Día de lluvia en Nueva York (Woody Allen, Estados Unidos, 2018)

Ha tardado casi dos años Woody Allen en estrenar la penúltima película que rodó en nuestra cartelera. La sociedad parece haberle condenado sin juicio al ostracismo. A contracorriente ha decidido apostar por el estreno de un autor imprescindible y España ha decidido producirle y San Sebastián ser el plató inigualable para su última creación, grabada este año.

La pregunta que deberíamos hacernos es si Woody Allen está osidado, parece entregar y realizar películas con desgana, por el mero hecho de hacerlas, de convertir su imaginario en una de las carreras más proclives del panorama itnernacional, pero lo cierto es que las películas realizadas como churros pierden su gracia, su encanto y, sobre todo, su esencia.

Acudimos a ver lo nuevo de Woody Allen con la esperanza de que caiga del lado de Blue Jasmine o incluso de Wonder Wheel, unos talismanes en el último camino de decepciones manifiestas del neoyorkino. Pero por contra, lo hace más del lado de Conocerás al hombre de tus sueños, Irrational man, Magia a la luz de la luna o A Roma con amor. Películas intrascendentes, en ocasiones amenas, pero innecesarias y tan livianas como olvidables.
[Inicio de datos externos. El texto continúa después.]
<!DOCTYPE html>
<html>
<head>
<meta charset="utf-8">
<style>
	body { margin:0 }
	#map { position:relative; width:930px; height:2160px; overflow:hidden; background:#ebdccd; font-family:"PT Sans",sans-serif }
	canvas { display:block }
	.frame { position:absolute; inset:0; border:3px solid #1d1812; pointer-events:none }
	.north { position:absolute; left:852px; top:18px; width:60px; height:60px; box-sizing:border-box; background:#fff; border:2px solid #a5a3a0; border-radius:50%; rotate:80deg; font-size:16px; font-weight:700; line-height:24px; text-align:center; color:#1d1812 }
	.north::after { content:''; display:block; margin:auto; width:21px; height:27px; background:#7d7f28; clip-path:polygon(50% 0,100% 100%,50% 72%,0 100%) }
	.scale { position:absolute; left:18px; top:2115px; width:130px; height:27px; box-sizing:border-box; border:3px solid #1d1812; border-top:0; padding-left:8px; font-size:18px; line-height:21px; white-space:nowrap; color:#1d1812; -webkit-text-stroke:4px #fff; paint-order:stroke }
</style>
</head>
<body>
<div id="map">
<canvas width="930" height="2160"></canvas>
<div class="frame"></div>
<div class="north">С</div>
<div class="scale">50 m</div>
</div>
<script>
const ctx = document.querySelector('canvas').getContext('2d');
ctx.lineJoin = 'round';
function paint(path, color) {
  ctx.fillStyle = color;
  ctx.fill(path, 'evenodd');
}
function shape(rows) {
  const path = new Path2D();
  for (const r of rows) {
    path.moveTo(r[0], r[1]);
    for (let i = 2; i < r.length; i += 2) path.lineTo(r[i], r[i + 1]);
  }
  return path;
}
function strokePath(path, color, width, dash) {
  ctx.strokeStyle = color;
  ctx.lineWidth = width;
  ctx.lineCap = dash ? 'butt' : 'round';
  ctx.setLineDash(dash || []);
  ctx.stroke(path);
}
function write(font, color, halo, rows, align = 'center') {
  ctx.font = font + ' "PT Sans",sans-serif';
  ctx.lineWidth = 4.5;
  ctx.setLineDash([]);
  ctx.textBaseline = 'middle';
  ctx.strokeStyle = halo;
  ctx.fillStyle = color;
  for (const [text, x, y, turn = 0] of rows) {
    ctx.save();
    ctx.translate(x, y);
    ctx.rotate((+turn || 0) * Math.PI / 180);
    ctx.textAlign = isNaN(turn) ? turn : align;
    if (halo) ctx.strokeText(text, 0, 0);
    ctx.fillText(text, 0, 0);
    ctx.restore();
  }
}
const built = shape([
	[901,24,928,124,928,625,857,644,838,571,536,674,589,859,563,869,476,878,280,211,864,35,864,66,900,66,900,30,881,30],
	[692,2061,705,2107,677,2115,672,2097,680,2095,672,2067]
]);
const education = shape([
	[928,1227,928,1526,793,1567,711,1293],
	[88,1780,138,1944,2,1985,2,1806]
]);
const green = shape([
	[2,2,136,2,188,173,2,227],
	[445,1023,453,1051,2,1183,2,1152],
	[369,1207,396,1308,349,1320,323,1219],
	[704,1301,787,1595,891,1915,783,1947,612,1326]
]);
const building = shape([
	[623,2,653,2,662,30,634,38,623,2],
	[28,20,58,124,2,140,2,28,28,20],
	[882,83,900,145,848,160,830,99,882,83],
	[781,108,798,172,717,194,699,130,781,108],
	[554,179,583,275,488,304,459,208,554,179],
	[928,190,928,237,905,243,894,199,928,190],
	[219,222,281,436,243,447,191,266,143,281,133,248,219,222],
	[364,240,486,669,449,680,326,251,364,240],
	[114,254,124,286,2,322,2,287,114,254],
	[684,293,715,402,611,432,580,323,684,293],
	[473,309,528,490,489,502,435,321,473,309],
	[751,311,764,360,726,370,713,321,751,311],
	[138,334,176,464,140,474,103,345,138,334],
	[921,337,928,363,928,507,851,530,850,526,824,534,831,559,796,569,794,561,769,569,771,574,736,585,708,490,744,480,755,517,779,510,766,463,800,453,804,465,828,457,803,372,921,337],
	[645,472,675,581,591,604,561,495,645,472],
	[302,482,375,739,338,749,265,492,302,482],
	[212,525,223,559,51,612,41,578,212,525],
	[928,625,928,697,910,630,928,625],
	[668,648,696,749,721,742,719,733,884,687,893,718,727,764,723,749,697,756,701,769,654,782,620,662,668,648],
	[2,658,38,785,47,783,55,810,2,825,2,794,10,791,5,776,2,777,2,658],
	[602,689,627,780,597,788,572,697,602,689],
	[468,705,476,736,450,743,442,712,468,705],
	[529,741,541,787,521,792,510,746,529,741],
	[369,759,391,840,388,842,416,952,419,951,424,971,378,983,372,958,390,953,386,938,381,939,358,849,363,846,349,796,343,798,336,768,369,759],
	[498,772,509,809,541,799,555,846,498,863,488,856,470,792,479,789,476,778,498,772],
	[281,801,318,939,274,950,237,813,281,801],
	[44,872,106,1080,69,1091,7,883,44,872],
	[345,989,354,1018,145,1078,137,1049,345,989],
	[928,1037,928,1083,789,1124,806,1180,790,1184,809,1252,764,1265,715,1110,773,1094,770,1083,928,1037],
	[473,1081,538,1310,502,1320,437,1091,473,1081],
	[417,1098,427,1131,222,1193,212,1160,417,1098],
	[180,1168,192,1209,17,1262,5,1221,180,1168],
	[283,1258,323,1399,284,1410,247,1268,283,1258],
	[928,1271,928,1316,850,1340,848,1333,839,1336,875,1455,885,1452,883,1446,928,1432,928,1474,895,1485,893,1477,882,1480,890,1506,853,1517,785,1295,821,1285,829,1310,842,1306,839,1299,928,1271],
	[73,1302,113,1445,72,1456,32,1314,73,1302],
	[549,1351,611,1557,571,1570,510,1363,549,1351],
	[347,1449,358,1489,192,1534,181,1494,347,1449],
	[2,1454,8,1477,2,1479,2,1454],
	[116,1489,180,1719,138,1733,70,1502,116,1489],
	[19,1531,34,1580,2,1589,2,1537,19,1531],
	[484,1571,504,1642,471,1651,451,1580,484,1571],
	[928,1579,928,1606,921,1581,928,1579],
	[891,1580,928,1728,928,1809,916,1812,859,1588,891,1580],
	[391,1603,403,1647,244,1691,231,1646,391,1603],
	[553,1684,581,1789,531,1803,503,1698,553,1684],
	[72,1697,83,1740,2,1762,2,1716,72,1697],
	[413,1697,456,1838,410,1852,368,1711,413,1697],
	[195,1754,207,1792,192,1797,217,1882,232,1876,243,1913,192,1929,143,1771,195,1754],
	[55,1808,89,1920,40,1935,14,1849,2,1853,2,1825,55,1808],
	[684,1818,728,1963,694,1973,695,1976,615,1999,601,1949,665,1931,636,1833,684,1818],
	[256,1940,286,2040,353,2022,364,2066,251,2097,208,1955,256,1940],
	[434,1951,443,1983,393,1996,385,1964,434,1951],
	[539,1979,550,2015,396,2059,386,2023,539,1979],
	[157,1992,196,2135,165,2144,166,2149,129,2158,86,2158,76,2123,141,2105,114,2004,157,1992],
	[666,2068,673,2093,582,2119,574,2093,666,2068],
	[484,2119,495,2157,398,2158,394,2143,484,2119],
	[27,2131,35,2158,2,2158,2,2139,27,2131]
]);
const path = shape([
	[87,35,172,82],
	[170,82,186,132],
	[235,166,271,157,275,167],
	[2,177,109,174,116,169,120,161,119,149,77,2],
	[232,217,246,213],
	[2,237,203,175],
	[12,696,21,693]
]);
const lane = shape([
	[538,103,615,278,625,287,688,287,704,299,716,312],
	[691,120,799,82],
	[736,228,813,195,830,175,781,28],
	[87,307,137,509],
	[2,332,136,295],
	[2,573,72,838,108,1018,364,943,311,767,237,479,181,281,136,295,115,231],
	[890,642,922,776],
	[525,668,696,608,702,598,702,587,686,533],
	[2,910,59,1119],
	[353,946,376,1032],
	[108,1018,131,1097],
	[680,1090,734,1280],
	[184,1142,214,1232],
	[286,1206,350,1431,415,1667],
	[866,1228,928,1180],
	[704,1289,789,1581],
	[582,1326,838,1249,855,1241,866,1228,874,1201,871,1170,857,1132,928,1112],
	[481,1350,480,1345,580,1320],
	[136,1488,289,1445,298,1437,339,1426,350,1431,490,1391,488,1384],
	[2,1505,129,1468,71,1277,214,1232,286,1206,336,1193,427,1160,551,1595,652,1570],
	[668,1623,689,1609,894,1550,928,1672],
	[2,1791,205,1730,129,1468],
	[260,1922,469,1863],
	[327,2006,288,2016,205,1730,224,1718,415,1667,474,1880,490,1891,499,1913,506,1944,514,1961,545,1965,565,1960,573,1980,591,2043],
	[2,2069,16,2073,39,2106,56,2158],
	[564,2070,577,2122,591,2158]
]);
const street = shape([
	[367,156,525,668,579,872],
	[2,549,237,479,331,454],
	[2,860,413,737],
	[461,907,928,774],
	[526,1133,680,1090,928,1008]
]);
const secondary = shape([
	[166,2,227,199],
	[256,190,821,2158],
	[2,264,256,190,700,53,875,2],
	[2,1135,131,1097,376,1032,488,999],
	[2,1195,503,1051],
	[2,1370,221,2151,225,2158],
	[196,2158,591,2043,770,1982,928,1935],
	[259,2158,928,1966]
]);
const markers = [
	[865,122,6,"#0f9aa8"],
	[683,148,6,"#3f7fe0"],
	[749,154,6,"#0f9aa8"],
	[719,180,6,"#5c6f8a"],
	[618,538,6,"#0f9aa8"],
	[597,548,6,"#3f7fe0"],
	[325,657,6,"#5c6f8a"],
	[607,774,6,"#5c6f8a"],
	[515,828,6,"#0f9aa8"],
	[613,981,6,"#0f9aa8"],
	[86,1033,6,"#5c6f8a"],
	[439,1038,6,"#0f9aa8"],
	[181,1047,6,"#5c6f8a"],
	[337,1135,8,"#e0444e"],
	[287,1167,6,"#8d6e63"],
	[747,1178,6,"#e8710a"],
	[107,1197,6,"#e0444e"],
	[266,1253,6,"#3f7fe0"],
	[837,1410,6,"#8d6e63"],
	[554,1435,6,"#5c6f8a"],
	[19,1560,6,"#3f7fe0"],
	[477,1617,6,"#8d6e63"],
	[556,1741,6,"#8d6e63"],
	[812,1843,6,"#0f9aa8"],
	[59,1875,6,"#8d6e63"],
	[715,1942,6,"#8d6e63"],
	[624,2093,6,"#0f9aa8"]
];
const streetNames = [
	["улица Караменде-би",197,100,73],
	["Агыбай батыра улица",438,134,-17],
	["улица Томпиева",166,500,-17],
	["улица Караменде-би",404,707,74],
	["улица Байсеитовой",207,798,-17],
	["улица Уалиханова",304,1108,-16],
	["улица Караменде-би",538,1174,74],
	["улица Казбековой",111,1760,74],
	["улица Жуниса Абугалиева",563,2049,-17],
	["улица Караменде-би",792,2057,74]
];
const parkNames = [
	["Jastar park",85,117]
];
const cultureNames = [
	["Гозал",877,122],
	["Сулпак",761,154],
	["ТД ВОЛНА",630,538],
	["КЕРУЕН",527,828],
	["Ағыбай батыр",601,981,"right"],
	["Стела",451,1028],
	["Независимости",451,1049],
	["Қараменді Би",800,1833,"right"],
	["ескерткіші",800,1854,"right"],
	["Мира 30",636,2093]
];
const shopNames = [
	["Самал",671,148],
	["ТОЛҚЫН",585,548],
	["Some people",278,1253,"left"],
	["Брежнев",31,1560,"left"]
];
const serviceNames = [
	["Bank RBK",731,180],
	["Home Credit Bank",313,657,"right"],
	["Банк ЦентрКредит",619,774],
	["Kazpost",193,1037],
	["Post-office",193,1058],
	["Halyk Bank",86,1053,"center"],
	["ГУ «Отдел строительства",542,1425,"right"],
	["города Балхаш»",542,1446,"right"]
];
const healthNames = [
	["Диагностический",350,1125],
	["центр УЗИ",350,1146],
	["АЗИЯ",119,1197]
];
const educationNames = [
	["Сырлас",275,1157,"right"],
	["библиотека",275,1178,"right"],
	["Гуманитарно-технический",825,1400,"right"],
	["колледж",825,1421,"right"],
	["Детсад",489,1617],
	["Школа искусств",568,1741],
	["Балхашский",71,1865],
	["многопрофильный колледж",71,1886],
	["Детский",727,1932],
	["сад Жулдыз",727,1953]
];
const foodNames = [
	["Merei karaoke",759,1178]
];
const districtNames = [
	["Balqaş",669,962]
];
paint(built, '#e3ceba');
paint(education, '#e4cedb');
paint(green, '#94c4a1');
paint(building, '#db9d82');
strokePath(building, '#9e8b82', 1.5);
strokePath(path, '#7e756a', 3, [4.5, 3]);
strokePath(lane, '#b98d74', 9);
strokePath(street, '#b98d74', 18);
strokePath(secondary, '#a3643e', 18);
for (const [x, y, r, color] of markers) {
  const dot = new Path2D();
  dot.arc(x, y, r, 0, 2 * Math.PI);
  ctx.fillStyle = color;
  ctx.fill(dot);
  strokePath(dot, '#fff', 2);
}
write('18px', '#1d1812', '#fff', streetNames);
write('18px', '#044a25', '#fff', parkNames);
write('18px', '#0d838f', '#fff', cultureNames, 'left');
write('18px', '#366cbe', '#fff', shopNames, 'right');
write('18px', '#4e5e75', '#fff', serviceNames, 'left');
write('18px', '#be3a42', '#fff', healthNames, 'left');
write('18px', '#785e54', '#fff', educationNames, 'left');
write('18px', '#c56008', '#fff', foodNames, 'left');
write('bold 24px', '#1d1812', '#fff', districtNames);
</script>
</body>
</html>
No consigue elevar la película ni siquiera un Thimotee Chalamet que naufraga por primera vez en la recreación de este joven de otro universo, una especie de náufrago social (permítanme la redundancia) que transita en el Siglo XXI aunque seguramente su mente esté en el Siglo XIX. En lugar de ser un trasunto de Woody Allen, como lo fue recientemente Jesse Eisenberg, Chalamet es el Woody Allen actual en el cuerpo y la mente de un niño. Un hombre condenado a la repudia, al ostracismo, un hombre que sólo es dueño de su amor al arte y al jazz sabiéndose contemplado por los demás. Y aún así, no convence, porque no tiene matices, porque el desarrollo es tan banal, superfluo como intrascendente. Y porque lo que vemos lo hemos visto antes cien mil veces mejor rodado e incluso también dirigido por él.

La nostalgia, el amor, la bucólica existencia, el sexo, los anhelos, los deseos, la inocencia, los secretos familiares, todo hace un cocktail que, a priori, debería ser más interesante. Pero se va diluyendo por el camino y eso que lo más superlativo de la película es y será Elle Fanning, esa mujer con aspecto de niña mágica, que todo lo que toca, lo engrandece. Aquí el papel a tener en cuenta es el de ella, si bien es mucho más bobalicón que a lo que Woody nos tiene acostumbrados. Elle enamora, y también desespera, pero jugamos a su juego, aunque sólo nos entretengan.

No parece que queden buenos tiempos para el maestro Woody Allen, aunque como bien dice: “Una vez muerto, como si tiran mis películas al mar. La posteridad me importa un pito”. Seguiremos esperando, a lo mejor hay algún diamante nuevo…

 

Sinopsis: Gatsby Welles (Timothée Chalamet) y Ashleigh (Elle Fanning) son una joven pareja enamorada de universitarios que se dispone a pasar un fin de semana en la ciudad de Nueva York. Ella va a entrevistar al reconocido cineasta Roland Pollard (Liev Schreiber), que pasa por un momento de crisis creativa, y durante su azarosa aventura conocerá al cautivador actor Francisco Vega (Diego Luna). Por su parte, Gatsby también conocerá a una joven, Chan (Selena Gómez), que le ayudará a poner en orden sus sentimientos. El lluvioso fin de semana estará plagado de encuentros, desencuentros y equívocos.